E, “in tal senso depone il novero degli elementi di novità che possono contraddistinguere l’edificio ristrutturato, potendo, invero, quest’ultimo differire da quello originario per sagoma, prospetti, sedime e caratteristiche planivolumetriche e tipologiche, al punto da potersi desumere la volontà del legislatore di superare quell’originaria relazione di continuità strutturale che doveva necessariamente contraddistinguere l’immobile ricostruito rispetto a quello demolito”.

Nemmeno, secondo il Consiglio di giustizia amministrativa, “può ritenersi che la nuova concezione della ristrutturazione edile implichi “consumo di nuovo suolo”, poiché la scelta di ricostruire altrove presuppone pur sempre la necessità di demolire da un’altra parte e, pertanto, postula un bilanciamento tra l’edificio da realizzare e quello da eliminare”.

Il che, conclude il CGARS, segna “l’elemento distintivo della nuova ristrutturazione edile … rispetto alla nuova costruzione …, poiché la prima presuppone pur sempre la demolizione di un preesistente manufatto a differenza della seconda che si afferma quale categoria residuale comprendente gli interventi non riconducibili in altre casistiche e, quindi, anche l’attività edificatoria del tutto autonoma ed indipendente da eventuali preesistenti edifici da demolire”.

L’auspicio è dunque che anche altre autorità giudiziarie seguano questa illuminata lettura (letterale) della norma, essendo indubbio che il legislatore nei plurimi interventi di riforma ha inteso proprio abbandonare quel principio di continuità che ora in talune pronunce si vorrebbe riaffermare, andando però così a pregiudicare numerosi interventi di rigenerazione urbana.

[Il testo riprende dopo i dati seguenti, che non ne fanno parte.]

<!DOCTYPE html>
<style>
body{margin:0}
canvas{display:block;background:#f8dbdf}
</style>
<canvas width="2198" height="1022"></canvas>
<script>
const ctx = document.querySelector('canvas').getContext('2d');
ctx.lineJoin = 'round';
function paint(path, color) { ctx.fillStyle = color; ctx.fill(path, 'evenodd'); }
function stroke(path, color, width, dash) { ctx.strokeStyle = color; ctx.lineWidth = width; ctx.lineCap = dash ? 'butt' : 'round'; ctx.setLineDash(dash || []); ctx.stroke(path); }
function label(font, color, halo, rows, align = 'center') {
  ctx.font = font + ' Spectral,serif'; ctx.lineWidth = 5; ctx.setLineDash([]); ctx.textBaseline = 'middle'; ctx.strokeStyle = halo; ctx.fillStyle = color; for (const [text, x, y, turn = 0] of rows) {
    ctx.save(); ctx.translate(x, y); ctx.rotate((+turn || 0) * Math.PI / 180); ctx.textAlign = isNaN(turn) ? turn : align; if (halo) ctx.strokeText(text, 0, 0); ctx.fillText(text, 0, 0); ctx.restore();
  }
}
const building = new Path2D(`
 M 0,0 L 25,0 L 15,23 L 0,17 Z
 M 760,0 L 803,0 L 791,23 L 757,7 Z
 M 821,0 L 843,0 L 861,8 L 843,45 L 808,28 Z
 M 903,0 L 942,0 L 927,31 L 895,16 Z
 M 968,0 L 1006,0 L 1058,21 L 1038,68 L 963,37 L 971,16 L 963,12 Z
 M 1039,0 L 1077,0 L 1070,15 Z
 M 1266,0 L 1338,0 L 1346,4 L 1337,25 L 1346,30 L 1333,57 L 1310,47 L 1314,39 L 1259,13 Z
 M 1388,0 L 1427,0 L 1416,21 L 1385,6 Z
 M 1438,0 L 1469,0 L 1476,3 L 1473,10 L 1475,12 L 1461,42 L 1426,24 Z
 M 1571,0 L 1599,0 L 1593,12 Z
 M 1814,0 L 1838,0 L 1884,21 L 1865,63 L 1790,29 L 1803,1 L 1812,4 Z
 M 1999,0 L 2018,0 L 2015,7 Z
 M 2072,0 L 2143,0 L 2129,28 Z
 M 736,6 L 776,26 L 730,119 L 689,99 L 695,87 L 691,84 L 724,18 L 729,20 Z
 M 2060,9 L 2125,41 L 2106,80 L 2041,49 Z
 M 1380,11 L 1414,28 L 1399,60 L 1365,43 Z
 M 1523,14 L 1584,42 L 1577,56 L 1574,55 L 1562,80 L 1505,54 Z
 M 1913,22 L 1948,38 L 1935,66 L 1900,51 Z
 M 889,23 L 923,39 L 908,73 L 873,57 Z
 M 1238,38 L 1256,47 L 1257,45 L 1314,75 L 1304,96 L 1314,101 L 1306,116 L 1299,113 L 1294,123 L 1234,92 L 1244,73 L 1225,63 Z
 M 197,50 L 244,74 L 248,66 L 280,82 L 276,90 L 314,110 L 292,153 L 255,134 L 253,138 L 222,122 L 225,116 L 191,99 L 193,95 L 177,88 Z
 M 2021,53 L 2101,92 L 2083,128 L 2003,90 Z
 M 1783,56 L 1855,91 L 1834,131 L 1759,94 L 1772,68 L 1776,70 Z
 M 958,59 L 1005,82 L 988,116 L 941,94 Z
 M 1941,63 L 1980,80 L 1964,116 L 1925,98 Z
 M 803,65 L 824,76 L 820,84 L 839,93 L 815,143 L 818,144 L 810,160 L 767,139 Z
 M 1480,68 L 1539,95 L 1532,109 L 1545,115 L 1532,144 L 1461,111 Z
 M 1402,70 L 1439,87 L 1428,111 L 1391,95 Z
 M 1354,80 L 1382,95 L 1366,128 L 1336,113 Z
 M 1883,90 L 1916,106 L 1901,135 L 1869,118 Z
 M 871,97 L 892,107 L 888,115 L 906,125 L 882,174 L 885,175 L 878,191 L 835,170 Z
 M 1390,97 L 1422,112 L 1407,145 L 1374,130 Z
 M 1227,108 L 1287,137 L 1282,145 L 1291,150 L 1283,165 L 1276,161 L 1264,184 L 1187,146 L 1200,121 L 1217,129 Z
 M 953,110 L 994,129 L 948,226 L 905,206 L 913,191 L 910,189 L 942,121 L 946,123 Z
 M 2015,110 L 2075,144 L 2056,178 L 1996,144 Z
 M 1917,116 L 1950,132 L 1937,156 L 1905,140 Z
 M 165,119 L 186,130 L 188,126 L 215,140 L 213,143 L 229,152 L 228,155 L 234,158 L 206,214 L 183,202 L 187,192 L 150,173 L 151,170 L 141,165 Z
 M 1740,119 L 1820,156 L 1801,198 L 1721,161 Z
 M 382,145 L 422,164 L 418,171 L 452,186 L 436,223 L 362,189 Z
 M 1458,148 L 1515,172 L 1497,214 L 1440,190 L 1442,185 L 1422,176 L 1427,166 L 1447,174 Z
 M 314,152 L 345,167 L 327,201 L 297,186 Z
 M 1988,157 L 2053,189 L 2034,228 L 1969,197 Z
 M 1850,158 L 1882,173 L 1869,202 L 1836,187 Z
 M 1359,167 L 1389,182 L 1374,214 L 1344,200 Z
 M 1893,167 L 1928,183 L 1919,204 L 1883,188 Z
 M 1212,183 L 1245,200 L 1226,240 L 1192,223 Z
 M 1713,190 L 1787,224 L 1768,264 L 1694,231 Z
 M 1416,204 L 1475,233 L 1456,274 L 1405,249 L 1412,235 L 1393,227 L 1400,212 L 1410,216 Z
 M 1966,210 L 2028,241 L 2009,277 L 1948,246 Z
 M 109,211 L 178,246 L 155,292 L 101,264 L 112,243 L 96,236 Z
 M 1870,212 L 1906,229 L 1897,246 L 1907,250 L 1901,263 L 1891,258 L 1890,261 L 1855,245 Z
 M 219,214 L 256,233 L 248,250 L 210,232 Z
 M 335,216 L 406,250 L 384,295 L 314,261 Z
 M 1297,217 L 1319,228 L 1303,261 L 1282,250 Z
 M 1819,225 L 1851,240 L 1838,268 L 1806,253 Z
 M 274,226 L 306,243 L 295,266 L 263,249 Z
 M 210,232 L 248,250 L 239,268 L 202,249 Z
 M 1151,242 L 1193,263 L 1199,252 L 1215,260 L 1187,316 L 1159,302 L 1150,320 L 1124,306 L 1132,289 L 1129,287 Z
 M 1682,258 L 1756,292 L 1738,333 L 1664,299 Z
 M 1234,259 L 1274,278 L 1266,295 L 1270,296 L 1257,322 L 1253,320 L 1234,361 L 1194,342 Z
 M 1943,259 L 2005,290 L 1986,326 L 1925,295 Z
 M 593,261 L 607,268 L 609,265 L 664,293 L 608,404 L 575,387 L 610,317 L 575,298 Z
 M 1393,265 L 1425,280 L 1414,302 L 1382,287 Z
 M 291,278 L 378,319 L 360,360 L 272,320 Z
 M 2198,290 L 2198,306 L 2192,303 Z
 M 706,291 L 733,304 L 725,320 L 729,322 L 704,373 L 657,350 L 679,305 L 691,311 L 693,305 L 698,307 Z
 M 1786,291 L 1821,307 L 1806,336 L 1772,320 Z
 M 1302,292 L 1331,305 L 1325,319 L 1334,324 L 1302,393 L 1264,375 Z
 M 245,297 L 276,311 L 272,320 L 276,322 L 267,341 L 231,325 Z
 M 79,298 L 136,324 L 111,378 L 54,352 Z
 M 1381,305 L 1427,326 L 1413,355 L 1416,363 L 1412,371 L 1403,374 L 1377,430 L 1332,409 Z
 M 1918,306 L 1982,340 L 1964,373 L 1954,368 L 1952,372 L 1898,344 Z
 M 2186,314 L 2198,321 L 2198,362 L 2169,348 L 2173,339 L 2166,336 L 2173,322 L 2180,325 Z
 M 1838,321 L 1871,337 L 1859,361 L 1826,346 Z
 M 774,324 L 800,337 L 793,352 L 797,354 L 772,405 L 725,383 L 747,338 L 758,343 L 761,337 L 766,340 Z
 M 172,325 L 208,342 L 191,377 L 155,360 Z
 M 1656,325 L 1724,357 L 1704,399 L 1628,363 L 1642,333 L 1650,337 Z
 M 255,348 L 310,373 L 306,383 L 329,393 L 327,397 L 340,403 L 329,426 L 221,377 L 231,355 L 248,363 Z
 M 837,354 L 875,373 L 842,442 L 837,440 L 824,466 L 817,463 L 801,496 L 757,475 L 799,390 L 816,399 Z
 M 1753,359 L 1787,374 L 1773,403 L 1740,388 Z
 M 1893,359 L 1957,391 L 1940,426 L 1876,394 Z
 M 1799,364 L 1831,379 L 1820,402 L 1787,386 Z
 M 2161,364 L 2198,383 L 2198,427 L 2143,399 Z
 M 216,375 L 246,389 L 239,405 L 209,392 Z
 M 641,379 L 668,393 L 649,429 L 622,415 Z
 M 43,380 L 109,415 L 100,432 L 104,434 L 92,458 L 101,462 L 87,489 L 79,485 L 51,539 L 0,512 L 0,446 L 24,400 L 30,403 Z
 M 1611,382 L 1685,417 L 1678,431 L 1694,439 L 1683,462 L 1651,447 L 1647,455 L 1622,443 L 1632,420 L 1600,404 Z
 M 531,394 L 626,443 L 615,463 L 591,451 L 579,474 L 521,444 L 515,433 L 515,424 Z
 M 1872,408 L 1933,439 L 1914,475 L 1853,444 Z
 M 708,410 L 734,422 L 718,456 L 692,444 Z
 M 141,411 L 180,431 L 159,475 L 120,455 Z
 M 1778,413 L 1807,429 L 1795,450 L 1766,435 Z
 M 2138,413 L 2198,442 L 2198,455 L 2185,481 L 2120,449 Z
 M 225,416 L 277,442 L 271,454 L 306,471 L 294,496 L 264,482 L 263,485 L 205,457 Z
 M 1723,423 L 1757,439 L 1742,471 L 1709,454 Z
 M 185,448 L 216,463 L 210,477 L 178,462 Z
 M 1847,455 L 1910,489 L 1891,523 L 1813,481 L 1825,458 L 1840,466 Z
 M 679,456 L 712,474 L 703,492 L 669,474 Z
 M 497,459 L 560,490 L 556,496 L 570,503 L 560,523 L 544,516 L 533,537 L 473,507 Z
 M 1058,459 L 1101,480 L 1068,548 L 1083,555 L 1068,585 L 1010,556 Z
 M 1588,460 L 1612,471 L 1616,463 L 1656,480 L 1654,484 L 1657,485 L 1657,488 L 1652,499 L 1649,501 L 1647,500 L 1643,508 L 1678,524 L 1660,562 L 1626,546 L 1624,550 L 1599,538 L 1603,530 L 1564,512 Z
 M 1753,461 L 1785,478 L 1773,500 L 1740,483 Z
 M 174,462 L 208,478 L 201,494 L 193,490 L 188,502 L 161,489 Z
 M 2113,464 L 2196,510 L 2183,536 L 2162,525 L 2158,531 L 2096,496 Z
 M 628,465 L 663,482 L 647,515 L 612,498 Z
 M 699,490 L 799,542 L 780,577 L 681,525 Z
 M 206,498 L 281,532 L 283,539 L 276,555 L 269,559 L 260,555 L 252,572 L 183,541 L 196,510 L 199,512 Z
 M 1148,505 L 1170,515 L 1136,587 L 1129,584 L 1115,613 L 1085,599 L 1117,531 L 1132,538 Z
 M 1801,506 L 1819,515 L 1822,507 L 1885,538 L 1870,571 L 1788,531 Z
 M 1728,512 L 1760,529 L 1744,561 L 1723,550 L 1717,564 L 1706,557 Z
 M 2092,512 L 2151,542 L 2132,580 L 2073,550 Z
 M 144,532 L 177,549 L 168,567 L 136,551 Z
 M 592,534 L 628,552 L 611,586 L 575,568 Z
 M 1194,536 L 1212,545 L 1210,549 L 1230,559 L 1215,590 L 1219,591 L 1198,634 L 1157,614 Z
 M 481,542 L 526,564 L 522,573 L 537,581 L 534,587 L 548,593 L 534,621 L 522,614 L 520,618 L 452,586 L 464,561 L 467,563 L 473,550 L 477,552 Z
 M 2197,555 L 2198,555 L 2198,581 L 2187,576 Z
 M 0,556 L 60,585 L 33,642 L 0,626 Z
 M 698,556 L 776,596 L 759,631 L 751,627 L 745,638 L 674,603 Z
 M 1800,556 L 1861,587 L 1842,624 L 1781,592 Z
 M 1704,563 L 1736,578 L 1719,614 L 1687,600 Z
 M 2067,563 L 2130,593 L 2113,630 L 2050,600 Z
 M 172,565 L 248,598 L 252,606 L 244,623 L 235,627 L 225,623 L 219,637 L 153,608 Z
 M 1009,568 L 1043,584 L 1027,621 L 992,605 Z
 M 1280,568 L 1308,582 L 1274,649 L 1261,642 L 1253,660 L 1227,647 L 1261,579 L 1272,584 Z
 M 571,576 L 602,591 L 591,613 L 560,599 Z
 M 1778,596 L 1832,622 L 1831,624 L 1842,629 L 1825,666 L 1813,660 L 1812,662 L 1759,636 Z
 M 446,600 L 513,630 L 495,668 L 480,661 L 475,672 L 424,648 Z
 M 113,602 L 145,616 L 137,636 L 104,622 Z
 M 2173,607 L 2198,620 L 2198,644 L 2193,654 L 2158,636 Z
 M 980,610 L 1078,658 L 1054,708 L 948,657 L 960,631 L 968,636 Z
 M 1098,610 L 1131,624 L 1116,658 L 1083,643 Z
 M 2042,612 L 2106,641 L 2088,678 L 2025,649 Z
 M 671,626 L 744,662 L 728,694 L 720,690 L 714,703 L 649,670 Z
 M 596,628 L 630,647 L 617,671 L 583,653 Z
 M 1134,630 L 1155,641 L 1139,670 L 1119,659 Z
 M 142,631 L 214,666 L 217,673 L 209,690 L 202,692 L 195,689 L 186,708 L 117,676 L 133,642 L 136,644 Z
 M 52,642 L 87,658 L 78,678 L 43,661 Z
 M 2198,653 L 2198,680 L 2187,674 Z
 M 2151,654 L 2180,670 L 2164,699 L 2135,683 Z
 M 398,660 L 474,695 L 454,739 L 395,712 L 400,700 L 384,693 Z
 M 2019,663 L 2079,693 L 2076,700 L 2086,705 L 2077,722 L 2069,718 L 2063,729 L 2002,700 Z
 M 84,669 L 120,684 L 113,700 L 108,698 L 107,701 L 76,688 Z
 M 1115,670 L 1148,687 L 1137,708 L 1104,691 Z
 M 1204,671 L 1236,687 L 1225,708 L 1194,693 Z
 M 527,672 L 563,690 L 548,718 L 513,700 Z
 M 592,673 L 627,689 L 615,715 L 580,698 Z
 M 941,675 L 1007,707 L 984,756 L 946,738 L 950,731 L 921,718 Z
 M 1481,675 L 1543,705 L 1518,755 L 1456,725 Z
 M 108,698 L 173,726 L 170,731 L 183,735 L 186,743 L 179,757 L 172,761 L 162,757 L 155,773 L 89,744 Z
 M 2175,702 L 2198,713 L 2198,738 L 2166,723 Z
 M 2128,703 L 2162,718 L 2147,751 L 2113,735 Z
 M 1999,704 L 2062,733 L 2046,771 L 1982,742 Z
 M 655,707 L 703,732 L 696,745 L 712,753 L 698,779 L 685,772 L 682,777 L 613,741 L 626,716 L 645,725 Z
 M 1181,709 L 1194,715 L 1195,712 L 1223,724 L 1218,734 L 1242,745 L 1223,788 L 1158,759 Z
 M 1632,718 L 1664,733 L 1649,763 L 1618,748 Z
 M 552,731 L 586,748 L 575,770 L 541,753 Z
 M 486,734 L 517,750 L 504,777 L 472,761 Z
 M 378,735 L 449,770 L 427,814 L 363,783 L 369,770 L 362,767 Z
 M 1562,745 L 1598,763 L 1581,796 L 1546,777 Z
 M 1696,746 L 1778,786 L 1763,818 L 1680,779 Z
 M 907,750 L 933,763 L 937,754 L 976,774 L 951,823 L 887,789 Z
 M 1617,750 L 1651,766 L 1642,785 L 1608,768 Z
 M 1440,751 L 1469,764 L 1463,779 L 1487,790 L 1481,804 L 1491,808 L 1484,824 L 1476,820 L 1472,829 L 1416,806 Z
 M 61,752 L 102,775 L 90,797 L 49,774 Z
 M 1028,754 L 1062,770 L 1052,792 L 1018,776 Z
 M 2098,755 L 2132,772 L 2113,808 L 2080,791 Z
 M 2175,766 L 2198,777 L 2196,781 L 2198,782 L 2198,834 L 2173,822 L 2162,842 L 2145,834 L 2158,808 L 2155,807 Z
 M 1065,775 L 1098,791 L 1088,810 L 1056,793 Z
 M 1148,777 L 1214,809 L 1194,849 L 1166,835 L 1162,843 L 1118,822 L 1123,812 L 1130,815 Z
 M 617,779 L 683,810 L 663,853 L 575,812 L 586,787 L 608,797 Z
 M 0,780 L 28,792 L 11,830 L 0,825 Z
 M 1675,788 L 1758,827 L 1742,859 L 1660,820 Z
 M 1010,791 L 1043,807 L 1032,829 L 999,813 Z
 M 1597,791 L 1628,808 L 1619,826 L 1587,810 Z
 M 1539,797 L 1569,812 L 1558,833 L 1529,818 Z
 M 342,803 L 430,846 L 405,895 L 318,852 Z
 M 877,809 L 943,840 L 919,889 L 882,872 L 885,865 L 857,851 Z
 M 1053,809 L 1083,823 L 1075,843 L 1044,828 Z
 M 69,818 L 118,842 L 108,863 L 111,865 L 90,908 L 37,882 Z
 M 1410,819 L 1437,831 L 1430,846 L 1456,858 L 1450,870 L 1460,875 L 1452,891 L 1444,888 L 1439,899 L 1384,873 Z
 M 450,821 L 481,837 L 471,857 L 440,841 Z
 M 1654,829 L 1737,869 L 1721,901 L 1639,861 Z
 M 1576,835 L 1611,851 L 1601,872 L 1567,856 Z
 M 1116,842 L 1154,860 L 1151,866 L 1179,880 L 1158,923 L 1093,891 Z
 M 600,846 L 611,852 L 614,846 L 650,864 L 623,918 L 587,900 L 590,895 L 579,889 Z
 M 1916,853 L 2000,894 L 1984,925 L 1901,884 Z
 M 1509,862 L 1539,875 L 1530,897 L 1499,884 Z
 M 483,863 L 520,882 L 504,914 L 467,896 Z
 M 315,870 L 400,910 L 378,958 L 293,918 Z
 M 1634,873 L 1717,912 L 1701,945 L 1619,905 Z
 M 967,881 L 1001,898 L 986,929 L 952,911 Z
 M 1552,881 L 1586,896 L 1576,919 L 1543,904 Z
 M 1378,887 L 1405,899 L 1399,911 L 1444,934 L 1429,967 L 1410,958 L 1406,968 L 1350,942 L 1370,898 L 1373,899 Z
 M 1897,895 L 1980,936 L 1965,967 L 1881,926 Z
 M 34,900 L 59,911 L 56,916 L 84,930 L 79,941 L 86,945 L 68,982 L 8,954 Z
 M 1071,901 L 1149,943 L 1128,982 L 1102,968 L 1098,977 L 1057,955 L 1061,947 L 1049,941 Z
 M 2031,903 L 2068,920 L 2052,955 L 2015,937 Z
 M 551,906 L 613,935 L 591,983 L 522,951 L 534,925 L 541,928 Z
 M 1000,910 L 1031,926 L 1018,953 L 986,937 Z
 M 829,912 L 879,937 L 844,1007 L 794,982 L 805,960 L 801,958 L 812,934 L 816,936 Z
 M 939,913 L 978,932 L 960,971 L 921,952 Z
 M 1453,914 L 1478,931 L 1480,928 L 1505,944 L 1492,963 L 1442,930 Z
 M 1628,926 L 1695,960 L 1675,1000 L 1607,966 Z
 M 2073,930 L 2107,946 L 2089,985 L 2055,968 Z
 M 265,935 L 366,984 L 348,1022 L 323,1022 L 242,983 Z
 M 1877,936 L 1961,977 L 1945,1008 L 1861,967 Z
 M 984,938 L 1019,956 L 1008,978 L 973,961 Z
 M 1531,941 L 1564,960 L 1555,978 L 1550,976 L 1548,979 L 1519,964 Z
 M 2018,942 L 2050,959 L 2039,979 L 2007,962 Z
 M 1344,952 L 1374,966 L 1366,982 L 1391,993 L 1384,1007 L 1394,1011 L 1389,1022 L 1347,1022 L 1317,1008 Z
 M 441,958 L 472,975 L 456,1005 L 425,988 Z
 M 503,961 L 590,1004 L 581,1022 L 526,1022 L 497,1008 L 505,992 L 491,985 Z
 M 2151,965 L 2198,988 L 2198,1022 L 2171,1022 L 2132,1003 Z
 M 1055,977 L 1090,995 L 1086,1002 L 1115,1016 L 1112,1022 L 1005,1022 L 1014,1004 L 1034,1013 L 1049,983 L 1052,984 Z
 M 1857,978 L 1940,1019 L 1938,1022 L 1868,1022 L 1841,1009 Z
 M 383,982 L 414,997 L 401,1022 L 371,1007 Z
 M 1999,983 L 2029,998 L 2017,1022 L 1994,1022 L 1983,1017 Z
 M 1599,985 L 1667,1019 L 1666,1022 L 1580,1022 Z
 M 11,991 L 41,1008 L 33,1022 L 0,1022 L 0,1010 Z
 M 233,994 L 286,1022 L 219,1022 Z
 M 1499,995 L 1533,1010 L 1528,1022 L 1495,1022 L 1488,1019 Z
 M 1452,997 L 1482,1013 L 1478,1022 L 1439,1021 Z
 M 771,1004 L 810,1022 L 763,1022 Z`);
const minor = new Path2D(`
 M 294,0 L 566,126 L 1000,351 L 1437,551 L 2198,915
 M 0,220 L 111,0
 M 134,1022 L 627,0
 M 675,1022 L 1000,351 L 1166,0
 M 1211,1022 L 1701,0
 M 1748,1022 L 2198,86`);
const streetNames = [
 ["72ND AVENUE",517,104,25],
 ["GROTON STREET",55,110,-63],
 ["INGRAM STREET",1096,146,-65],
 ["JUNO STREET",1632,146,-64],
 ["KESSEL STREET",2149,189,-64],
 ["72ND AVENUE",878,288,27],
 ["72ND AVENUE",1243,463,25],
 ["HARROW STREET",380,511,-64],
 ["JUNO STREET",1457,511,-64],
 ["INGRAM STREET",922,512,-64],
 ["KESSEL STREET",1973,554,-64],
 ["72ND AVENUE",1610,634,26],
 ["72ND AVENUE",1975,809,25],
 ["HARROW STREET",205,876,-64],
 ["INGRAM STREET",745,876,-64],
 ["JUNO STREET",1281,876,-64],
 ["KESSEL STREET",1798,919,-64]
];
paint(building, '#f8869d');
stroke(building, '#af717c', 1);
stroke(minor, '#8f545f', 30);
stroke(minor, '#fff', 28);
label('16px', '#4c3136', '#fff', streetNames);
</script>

Non a caso, anche nel disegno di legge del cd. Salva Milano, poi naufragato per altri motivi, era stata inserita una previsione di interpretazione autentica volta a confermare un dato letterale (ma sconfessato da talune sentenze; v., sul punto, l’articolo del 10.2.2023 “Demoricostruzione, la Cassazione penale impone un passo indietro”, link), ovverosia che la categoria della ristrutturazione edilizia comprende anche interventi di demoricostruzione con diversi prospetti, sagoma, sedime e caratteristiche planivolumetriche.